You will oblige me much by sending me "Crazy Kate." A gentleman last winter promised me both her and the "Lace-maker," but he went to London, that place in which, as in the grave, "all things are forgotten," and I have never seen either of them.[428]
I begin to find some prospect of a conclusion, of the Iliad at least, now opening upon me, having reached the eighteenth book. Your letter found me yesterday in the very fact of dispersing the whole host of Troy, by the voice only of Achilles. There is nothing extravagant in the idea, for you have witnessed a similar effect attending even such a voice as mine, at midnight, from a garret window, on the dogs of a whole parish, whom I have put to flight in a moment.
W. C.
His high sense of the character and qualifications of Lady Hesketh is pleasingly expressed in the following letter, where Mrs. Montagu's coteries in Portman-square are also alluded to.
TO LADY HESKETH.
The Lodge, May 12, 1788.
It is probable, my dearest coz, that I shall not be able to write much, but as much as I can I will.
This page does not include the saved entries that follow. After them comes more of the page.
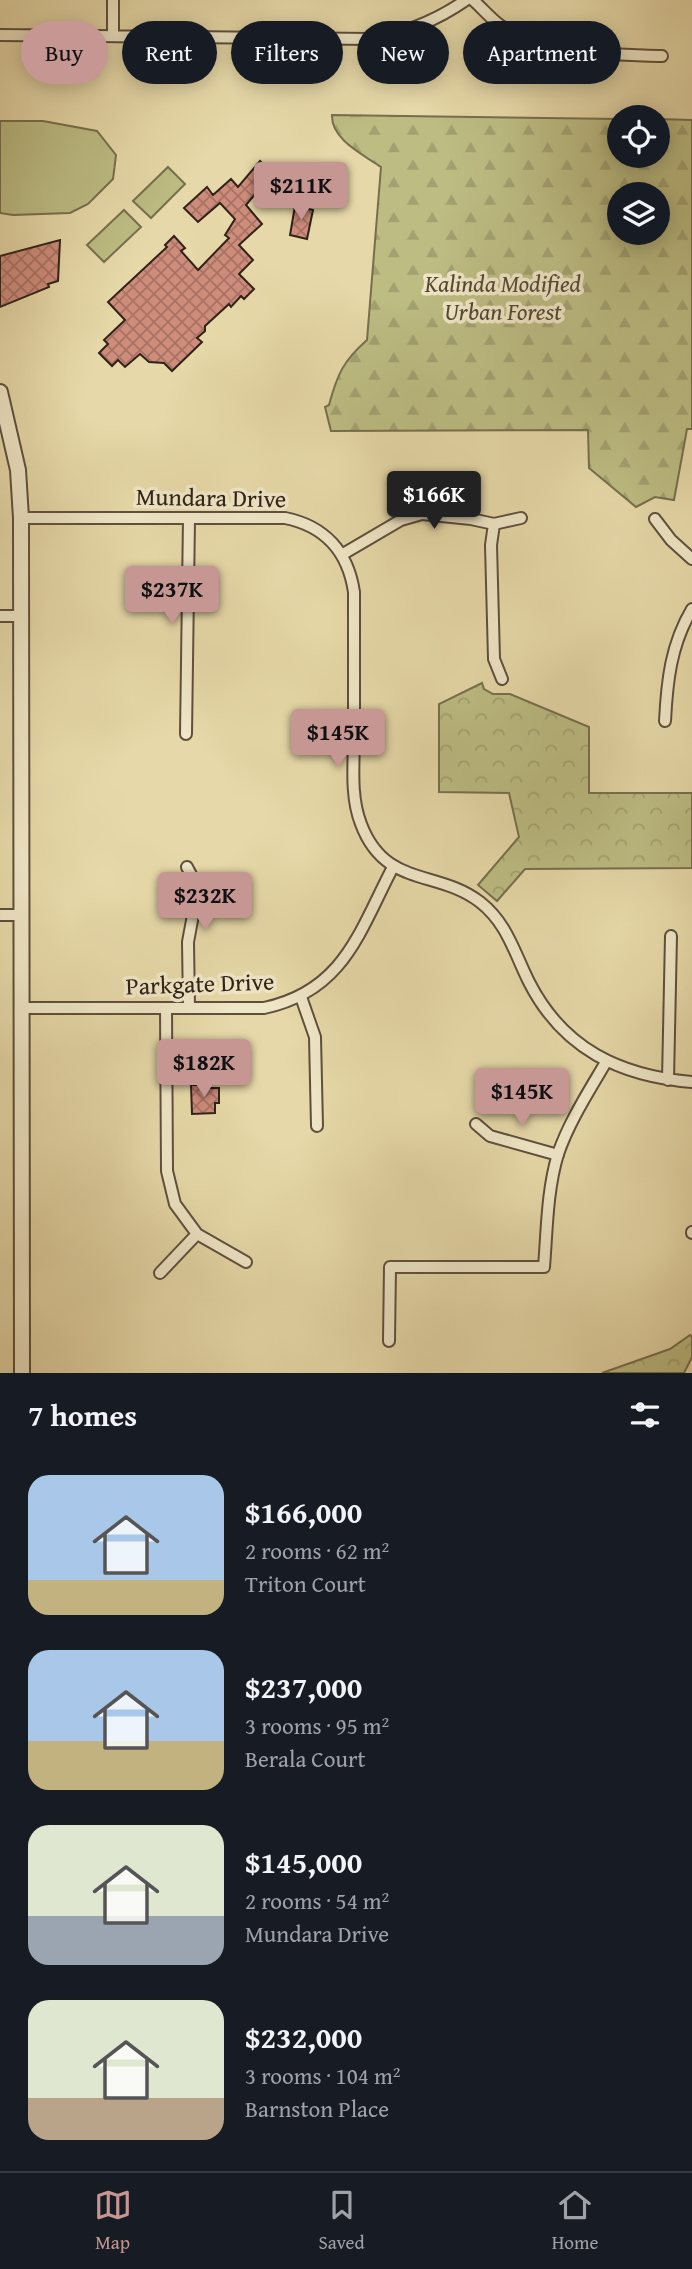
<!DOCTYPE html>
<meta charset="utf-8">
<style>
:root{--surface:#171b24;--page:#20242c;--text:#f1f3f6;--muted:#9ea1a6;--line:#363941;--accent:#c59692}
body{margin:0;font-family:"Gentium Book Plus",serif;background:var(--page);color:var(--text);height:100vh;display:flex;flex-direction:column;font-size:26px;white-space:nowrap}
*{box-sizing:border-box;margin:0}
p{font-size:23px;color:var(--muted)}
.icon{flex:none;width:38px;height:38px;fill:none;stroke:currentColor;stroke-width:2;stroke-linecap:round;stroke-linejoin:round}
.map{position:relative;height:1373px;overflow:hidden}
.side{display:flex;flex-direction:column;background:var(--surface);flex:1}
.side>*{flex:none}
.banner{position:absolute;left:21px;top:21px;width:651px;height:63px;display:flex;gap:14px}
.buttons{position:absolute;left:607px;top:105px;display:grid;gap:14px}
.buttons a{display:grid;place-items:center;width:63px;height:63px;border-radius:50%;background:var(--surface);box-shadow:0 4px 18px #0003;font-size:35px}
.price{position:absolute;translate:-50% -60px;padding:0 16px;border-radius:7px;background:var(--accent);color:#111;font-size:23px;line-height:46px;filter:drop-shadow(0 2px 4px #0008)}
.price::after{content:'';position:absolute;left:50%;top:42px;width:21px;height:16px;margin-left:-10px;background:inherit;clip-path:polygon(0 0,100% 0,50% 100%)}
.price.current{background:#222;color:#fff}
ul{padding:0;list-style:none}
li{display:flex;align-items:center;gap:21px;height:175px;padding:0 28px}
li span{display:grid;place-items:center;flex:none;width:196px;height:140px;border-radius:21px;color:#555}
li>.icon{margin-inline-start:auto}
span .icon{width:84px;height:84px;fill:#fffc;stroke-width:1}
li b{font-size:30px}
h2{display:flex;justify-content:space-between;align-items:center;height:84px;padding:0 28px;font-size:30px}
.chip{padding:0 24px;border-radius:32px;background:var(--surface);box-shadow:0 4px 18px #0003;font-size:24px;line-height:63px}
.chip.current{background:var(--accent);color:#111}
.dock{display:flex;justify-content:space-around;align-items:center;height:98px;border-top:2px solid var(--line);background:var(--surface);font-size:19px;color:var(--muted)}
.dock a{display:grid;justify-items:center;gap:4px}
.dock .current{color:var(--accent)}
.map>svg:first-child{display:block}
</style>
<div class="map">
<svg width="692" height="1373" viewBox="0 0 692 1373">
<defs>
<pattern id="forest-firs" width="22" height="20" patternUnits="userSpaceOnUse" patternTransform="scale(1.75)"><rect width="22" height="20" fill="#bcbc83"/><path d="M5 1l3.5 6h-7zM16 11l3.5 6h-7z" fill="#a2a171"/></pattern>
<pattern id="park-crowns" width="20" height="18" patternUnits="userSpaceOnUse" patternTransform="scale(1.75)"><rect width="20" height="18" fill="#bcbc83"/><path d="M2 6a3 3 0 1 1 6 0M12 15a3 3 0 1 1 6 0" fill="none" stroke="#a2a171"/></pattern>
<pattern id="building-cross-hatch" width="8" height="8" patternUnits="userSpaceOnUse" patternTransform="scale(1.75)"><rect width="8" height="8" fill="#ce8c7b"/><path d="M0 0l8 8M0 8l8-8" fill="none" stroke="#a87264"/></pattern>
</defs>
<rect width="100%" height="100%" fill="#e6d8a8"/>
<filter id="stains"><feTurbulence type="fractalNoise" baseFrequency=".00286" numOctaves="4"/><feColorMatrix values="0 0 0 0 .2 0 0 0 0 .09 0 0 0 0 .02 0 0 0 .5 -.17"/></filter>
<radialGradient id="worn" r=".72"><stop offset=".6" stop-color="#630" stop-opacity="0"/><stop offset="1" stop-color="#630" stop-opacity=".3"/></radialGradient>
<!-- forest -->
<path fill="url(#forest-firs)" stroke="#766f4e" stroke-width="2" fill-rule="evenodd" d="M332,115L619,119L620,156H658V119L692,120V429H687L674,500L655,497L636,507L589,468L588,430L331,431L325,407L329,405C337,375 343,361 367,340L381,167C364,155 331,140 332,115ZM620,194H658V233H620Z"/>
<!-- park -->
<path fill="url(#park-crowns)" stroke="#766f4e" stroke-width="2" d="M482,683L484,689L493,694H510L589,727V793H692V868L525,869L497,901L478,885L519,837L509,793L439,792V704Z
M690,1335L692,1337V1357L684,1373H602L670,1349Z"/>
<!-- garden -->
<path fill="#bcbc83" stroke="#766f4e" stroke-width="2" d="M0,121H43L97,131L116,155L113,179L88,204L70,213L13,215L0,213Z
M168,167L185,184L151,218L133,201Z
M124,210L141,227L104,262L87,245Z"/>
<!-- building -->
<path fill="url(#building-cross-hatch)" stroke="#302219" stroke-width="2" d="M260,161L273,173L246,205L262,224L239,245L253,260L239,274L254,289L244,299L241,296L231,307L229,304L205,326V331L197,338L202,342L172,371L164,363L149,362L140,354L125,367L118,360L112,366L99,353L108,344L104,340L125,320L108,302L167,247L165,245L174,236L185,248L181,251L198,270L229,238L225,235L235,219L220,203L198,222L184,208L207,187L213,195L231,179L238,187Z
M295,206L313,210L307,239L290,235Z
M60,240L58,281L48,284L49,287L0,307V256Z
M191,1085H204V1088H219V1103H215V1113L192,1114Z"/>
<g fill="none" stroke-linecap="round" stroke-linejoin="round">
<!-- minor casing -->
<g stroke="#5e503d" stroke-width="14">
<path id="minor" d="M113,0V36
M473,0C482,8 491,19 501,26C549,56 607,54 662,56
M0,35L370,39C406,33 436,21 466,0
M21,518H285C325,526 348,552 354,592C354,639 354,687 354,735C354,764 350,796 361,824C385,888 437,869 480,902C507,923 514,952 529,982C563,1049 620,1076 692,1082
M655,519L671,540L692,559
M494,524L491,545L494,659L502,679
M343,554L401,520L422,514L471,519L494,524L521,518
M0,616H22
M665,721C667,681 671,644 692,609
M186,734L189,518
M187,867L198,888L188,942L189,1008
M0,915H21
M301,997L315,1037L317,1126
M21,1008H264C344,991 359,932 393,867
M166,1009L167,1171L175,1204L197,1234L246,1262
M668,1080L671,936
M476,1124L490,1136L558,1155
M692,1232V1233
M160,1273L197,1234
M389,1341L390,1267H544C547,1230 547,1190 558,1154C569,1122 589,1091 606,1062"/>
</g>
<!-- tertiary casing -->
<g stroke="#5e503d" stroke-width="18">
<path id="tertiary" d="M0,392L18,470L21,518L22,1373"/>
</g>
<!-- minor -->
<use href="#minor" stroke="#efe6c6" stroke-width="10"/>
<!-- tertiary -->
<use href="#tertiary" stroke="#efe6c6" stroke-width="14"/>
</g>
<g text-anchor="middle" stroke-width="7" stroke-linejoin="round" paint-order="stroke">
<!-- park labels -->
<g font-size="24" font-style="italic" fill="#534834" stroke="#efe6c6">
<text x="503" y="292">Kalinda Modified<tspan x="503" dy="28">Urban Forest</tspan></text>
</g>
<!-- street labels -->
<g font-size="24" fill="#302219" stroke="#efe6c6">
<text transform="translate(211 498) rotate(1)" y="8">Mundara Drive</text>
<text transform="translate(200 984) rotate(-2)" y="8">Parkgate Drive</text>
</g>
</g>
<rect width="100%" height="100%" filter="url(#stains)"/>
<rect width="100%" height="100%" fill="url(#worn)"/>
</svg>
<div class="buttons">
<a><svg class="icon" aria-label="locate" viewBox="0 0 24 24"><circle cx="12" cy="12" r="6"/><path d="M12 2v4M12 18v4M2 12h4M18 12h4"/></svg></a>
<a><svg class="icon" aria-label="layers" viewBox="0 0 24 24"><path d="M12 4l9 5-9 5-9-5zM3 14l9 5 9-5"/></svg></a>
</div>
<b class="price" style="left:301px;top:222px">$211K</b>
<b class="price current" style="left:434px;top:531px">$166K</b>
<b class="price" style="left:172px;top:626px">$237K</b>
<b class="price" style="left:338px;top:769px">$145K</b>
<b class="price" style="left:205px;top:932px">$232K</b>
<b class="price" style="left:204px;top:1099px">$182K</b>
<b class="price" style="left:522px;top:1128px">$145K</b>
<div class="banner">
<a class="chip current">Buy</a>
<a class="chip">Rent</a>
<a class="chip">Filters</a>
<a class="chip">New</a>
<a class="chip">Apartment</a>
</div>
</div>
<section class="side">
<h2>7 homes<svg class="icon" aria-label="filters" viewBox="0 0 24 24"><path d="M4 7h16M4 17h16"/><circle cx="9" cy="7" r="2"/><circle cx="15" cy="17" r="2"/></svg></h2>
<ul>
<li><span style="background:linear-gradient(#a9c7e8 75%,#c2b280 0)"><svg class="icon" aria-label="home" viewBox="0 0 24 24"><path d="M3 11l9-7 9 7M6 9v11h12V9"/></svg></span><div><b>$166,000</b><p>2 rooms · 62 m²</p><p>Triton Court</p></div></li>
<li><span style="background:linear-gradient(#a9c7e8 65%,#c2b280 0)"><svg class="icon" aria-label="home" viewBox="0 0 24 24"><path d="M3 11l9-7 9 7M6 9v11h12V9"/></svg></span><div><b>$237,000</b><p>3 rooms · 95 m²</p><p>Berala Court</p></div></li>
<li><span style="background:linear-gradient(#dfe7d0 65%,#9aa5b1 0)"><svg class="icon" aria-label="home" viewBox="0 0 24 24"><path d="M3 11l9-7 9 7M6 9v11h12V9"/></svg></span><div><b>$145,000</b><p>2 rooms · 54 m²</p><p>Mundara Drive</p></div></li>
<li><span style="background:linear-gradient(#dfe7d0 70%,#b9a48a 0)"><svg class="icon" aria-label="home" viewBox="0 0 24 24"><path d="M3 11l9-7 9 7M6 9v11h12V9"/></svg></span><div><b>$232,000</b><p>3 rooms · 104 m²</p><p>Barnston Place</p></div></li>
</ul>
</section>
<nav class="dock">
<a class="current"><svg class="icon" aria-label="map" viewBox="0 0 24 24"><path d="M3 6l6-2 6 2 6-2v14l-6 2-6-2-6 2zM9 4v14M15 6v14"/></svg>Map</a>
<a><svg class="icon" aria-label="saved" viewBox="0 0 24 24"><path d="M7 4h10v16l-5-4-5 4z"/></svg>Saved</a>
<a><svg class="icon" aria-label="home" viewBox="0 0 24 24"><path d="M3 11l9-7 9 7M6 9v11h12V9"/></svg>Home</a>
</nav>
The time between rising and breakfast is all that I can at present find, and this morning I lay longer than usual.
In the style of the lady's note to you I can easily perceive a smatch of her character.[429] Neither men nor women write with such neatness of expression, who have not given a good deal of attention to language, and qualified themselves by study. At the same time it gave me much more pleasure to observe, that my coz, though not standing on the pinnacle of renown quite so elevated as that which lifts Mrs. Montague to the clouds, falls in no degree short of her in this particular; so that, should she make you a member of her academy,[430] she will do it honour. Suspect me not of flattering you, for I abhor the thought; neither will you suspect it. Recollect, that it is an invariable rule with me never to pay compliments to those I love.
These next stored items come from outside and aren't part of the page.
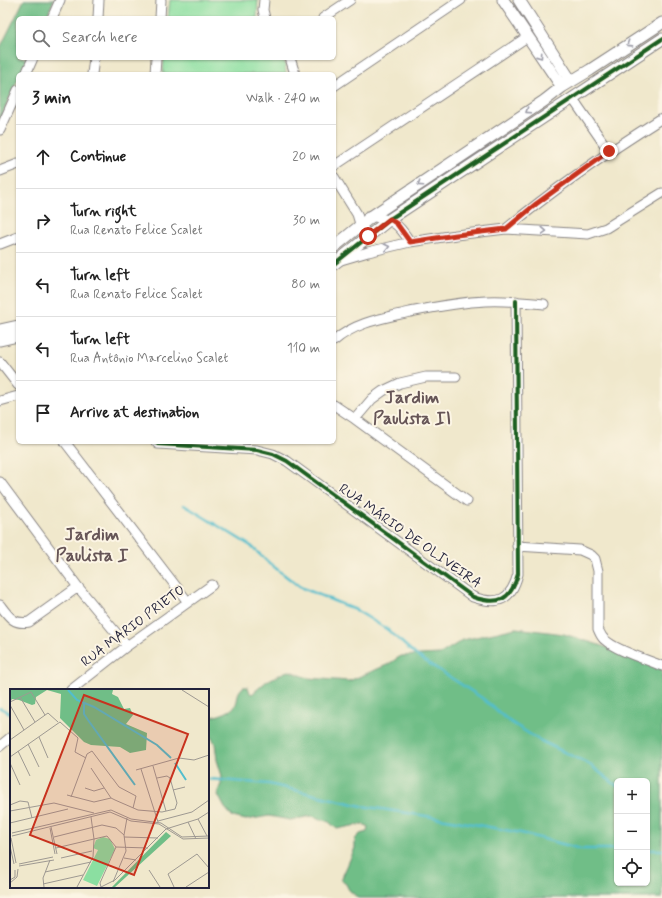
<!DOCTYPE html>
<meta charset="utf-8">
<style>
:root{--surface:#fff;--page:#f2f2f2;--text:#222;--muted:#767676;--line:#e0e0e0}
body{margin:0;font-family:Mynerve,sans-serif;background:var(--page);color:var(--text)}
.controls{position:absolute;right:12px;bottom:12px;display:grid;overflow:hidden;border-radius:6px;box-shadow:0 1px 3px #0004}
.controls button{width:36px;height:36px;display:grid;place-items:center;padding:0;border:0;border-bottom:1px solid var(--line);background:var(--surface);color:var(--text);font:20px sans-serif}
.stop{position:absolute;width:12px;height:12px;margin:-9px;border:3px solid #c8321e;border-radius:50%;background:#fff}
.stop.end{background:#c8321e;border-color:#fff;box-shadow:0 1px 4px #0008}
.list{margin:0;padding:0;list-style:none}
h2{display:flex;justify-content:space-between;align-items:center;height:52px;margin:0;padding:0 16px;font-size:17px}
h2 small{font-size:13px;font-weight:400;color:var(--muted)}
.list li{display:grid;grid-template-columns:26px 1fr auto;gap:12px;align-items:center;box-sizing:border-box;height:64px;padding:0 16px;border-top:1px solid var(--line)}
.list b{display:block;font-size:15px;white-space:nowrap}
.list p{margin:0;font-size:13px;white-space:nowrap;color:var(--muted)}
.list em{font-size:13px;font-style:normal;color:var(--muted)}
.icon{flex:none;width:22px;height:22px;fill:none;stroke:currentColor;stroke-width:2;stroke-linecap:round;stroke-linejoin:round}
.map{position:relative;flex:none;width:662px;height:898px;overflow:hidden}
.search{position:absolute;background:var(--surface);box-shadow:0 1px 3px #0004;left:16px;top:16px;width:320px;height:44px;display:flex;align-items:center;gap:10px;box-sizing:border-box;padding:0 14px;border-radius:6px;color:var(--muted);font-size:15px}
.panel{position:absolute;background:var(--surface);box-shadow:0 1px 3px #0004;left:16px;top:72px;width:320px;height:372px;border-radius:6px}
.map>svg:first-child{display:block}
</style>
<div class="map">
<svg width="662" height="898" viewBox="0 0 662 898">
<rect width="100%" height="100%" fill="#fcf5e5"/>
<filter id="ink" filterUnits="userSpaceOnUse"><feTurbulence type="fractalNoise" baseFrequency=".025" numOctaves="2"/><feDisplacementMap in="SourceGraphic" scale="8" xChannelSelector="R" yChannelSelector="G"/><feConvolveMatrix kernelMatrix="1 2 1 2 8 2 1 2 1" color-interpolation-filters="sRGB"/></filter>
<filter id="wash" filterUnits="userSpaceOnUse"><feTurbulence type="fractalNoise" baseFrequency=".012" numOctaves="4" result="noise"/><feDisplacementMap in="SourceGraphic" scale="16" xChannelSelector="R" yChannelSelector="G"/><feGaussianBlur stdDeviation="0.9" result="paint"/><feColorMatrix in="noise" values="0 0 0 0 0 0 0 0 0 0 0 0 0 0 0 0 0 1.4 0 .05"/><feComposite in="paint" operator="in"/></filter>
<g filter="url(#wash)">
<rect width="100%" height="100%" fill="#f0e8cc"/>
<path fill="#8bdfa1" stroke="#56806e" d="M170 0H258L257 18H168Z
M164 58H253L285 62 286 74H163Z"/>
<path fill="#70be87" stroke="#497061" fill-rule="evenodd" d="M24 0H54L46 18H18V58H28L20 74H18V79L0 119V48Z
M516 628 564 634 634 656 662 667V898H358L349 890 346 884 341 880 355 848V839L360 834 367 832 368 826 362 824 337 829 329 822 312 816 290 820 269 816 246 820 233 817 225 808 218 795V791L221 784 222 776 217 760 215 743 211 737 208 734V718C216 716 233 712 236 704 239 696 236 694 243 687H248L250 693 252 694 267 681 285 672 290 671 308 678 349 681 387 665 401 656 440 654 463 640ZM617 781H647V883H617Z"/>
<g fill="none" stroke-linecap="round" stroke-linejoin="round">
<path stroke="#52becd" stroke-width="2.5" d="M184 505 251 546 269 563 300 587 356 610 388 630 416 655 482 698 509 721 539 740 589 764 617 786
M0 708 10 713
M208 779 269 784 362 806 452 820 521 833 581 849H617
M647 850H662"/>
</g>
</g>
<g filter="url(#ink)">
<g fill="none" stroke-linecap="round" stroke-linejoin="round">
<defs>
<path id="minor" d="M264 0 263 10 265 18
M52 18 60 0
M98 18 99 0
M160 18 161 0
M323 18 350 0
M290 58 295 74
M26 74 33 58
M92 74 94 58
M155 74 156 58
M334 86 461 0
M573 99 609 151
M0 130 18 90
M334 166 527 37
M0 171 18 164
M334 177 357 214 360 224 368 236
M368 216C391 219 397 221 410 242
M506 229C555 188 608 152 662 118
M0 244 18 237
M341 260 368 252 410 242 456 235 506 229 588 234 606 228 662 193
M334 341C355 322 384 318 410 312 435 307 460 302 486 301 505 300 524 302 544 304
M0 362 18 385
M0 401 18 396
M334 405 355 419 467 501
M355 419 372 399 383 391 400 383 426 377H456
M65 442 188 602
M156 442 158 444 257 450 273 454 287 461 473 597C499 606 511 600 518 574L516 301
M0 482 78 587 127 646
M517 546 580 550 591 555 595 559 598 571V629C600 633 601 637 605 640 617 651 646 659 662 666
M0 605C9 617 14 625 29 622L78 587
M71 690 127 646 212 585
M0 746 11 737"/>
<path id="tertiary" d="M503 0 562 87
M519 0 571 81
M334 247 372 216 544 101 562 87 590 70 662 23
M334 264 390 219 662 39
M0 330 18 326
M0 340 18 336"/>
</defs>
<use href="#minor" stroke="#898584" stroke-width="11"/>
<use href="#tertiary" stroke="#898584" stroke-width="13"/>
<use href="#minor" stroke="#fff" stroke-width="9"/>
<use href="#tertiary" stroke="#fff" stroke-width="11"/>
<defs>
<path id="cycleway" d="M334 264 390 219 662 39
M156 442 158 444 257 450 273 454 287 461 473 597C499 606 511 600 518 574L516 301"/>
</defs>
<use href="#cycleway" stroke="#fcf5e5" stroke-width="6"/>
<use href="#cycleway" stroke="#1b5e20" stroke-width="4"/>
</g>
<defs><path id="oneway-chevron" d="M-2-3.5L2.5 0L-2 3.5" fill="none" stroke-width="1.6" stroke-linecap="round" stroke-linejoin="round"/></defs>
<g stroke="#9c9ca7">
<use href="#oneway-chevron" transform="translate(629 44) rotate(147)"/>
<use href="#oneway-chevron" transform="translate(540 56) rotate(55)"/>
<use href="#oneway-chevron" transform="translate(528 111) rotate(146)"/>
<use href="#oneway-chevron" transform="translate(420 184) rotate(146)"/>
<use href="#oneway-chevron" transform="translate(544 231) rotate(3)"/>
<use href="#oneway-chevron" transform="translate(387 247) rotate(-13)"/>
</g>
</g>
<g fill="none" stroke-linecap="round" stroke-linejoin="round" filter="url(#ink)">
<path stroke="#c8321e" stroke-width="5" d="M368 236 390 219 397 224 410 242 456 235 506 229 536 204 609 151"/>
</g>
<g text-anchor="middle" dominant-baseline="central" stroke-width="4" stroke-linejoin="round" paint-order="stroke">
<g font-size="14" fill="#22223b" stroke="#fcf5e5">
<text transform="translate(410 536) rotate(35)">RUA MÁRIO DE OLIVEIRA</text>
<text transform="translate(133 626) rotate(-37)">RUA MARIO PRIETO</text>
</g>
<g font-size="18" font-weight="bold" fill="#665557" stroke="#fcf5e5">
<text x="412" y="398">Jardim<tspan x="412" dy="21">Paulista II</tspan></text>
<text x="92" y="535">Jardim<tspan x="92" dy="21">Paulista I</tspan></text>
</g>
</g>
<g transform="translate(10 689)">
<rect width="199" height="199" fill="#f0e8cc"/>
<path d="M93 148 100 150 105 160 87 197 73 191 88 161 83 159 86 151Z" fill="#8bdfa1"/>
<path d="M0 1H37L26 8 25 15 22 16 9 11 2 10 0 13ZM37 1H103L102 5 108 8 114 20 120 19 123 26 116 35 137 44 136 61 120 64 110 58 81 56 74 53 50 29 51 5ZM156 143 161 147 105 198H102Z" fill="#70be87"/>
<path fill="none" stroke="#52becd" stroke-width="2" d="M58 1 67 11 84 18 147 56 161 69M74 14V25L78 31 125 96M165 74 176 91"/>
<path fill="none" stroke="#9e9992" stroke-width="1" d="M172 1 199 18M10 8 25 33M0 13 21 3 35 26M0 16 14 41M29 48 38 69M0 51 38 24 48 33M18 55 29 78M8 62 20 87M0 68 50 33 68 49 65 63 76 69M0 74 10 96M143 77 156 122M81 79 101 109 105 111 128 121 152 123 165 120 167 114 160 89 157 87 147 89M131 80 148 133M126 81 169 69 184 71 199 66M75 99 84 102 94 99M163 101 175 98M57 106 84 113 101 109M61 108 77 65 82 62 109 98 126 107 123 119M0 116 10 112 18 113 22 129M0 122 44 114 84 124M188 130 197 147M148 132 182 123 199 111M178 133 186 150M0 134 58 120M41 138 47 165M40 139 45 165M2 144 101 121 121 130 151 134 172 148 199 147M114 146 117 129M2 147 100 123 121 132 149 135 173 150 199 149M44 148 92 136 106 139 114 146 116 162 103 193M114 148 148 149M1 149 6 174M0 157 4 175M106 158 90 194 91 198 105 191 156 140 188 130 199 123M106 158 138 159M46 159 84 150 81 128M51 169 82 162M114 169 126 171M9 175 43 168M9 177 44 171M139 181 150 198M35 183 81 173M0 191 5 188V181M0 194 7 188 8 180M33 195 73 186M34 198 33 189 40 171M67 198 83 168 84 150 97 147 106 158M164 198 158 185 187 165 199 179M176 198 199 183"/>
<path fill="#c8321e" fill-opacity="0.15" stroke="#c8321e" stroke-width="2" d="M74 6 178 45 124 186 20 146Z"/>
<rect width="199" height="199" fill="none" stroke="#22223b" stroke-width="2"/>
</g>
</svg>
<div class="controls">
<button>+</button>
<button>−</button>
<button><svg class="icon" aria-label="locate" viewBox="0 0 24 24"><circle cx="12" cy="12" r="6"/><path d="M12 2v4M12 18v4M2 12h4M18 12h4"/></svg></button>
</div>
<div class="stop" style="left:368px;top:236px"></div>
<div class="stop end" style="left:609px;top:151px"></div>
<div class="search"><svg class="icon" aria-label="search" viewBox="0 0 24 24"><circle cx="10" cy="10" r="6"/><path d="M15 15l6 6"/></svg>Search here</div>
<section class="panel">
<h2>3 min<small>Walk · 240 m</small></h2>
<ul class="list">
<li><svg class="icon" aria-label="ahead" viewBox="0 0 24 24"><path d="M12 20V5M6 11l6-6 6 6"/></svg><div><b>Continue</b></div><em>20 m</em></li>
<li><svg class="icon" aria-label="right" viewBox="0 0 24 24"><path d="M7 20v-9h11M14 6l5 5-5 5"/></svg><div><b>Turn right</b><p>Rua Renato Felice Scalet</p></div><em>30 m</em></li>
<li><svg class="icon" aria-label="left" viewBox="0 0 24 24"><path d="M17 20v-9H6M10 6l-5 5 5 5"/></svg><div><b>Turn left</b><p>Rua Renato Felice Scalet</p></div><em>80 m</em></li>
<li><svg class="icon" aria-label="left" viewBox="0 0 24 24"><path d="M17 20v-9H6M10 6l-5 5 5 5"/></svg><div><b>Turn left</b><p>Rua Antônio Marcelino Scalet</p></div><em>110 m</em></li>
<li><svg class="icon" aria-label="arrive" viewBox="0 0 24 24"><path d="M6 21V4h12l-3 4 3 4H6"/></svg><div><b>Arrive at destination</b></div></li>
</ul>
</section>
</div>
Two days, en suite, I have walked to Gayhurst,[431] a longer journey than I have walked on foot these seventeen years. The first day I went alone, designing merely to make the experiment, and choosing to be at liberty to return at whatsoever point of my pilgrimage I should find myself fatigued. For I was not without suspicion that years, and some other things no less injurious than years, viz. melancholy and distress of mind, might by this time have unfitted me for such achievements. But I found it otherwise. I reached the church, which stands, as you know, in the garden, in fifty-five minutes, and returned in ditto time to Weston. The next day I took the same walk with Mr. Powley, having a desire to show him the prettiest place in the country.[432] I not only performed these two excursions without injury to my health, but have by means of them gained indisputable proof that my ambulatory faculty is not yet impaired; a discovery which, considering that to my feet alone I am likely, as I have ever been, to be indebted always for my transportation from place to place, I find very delectable.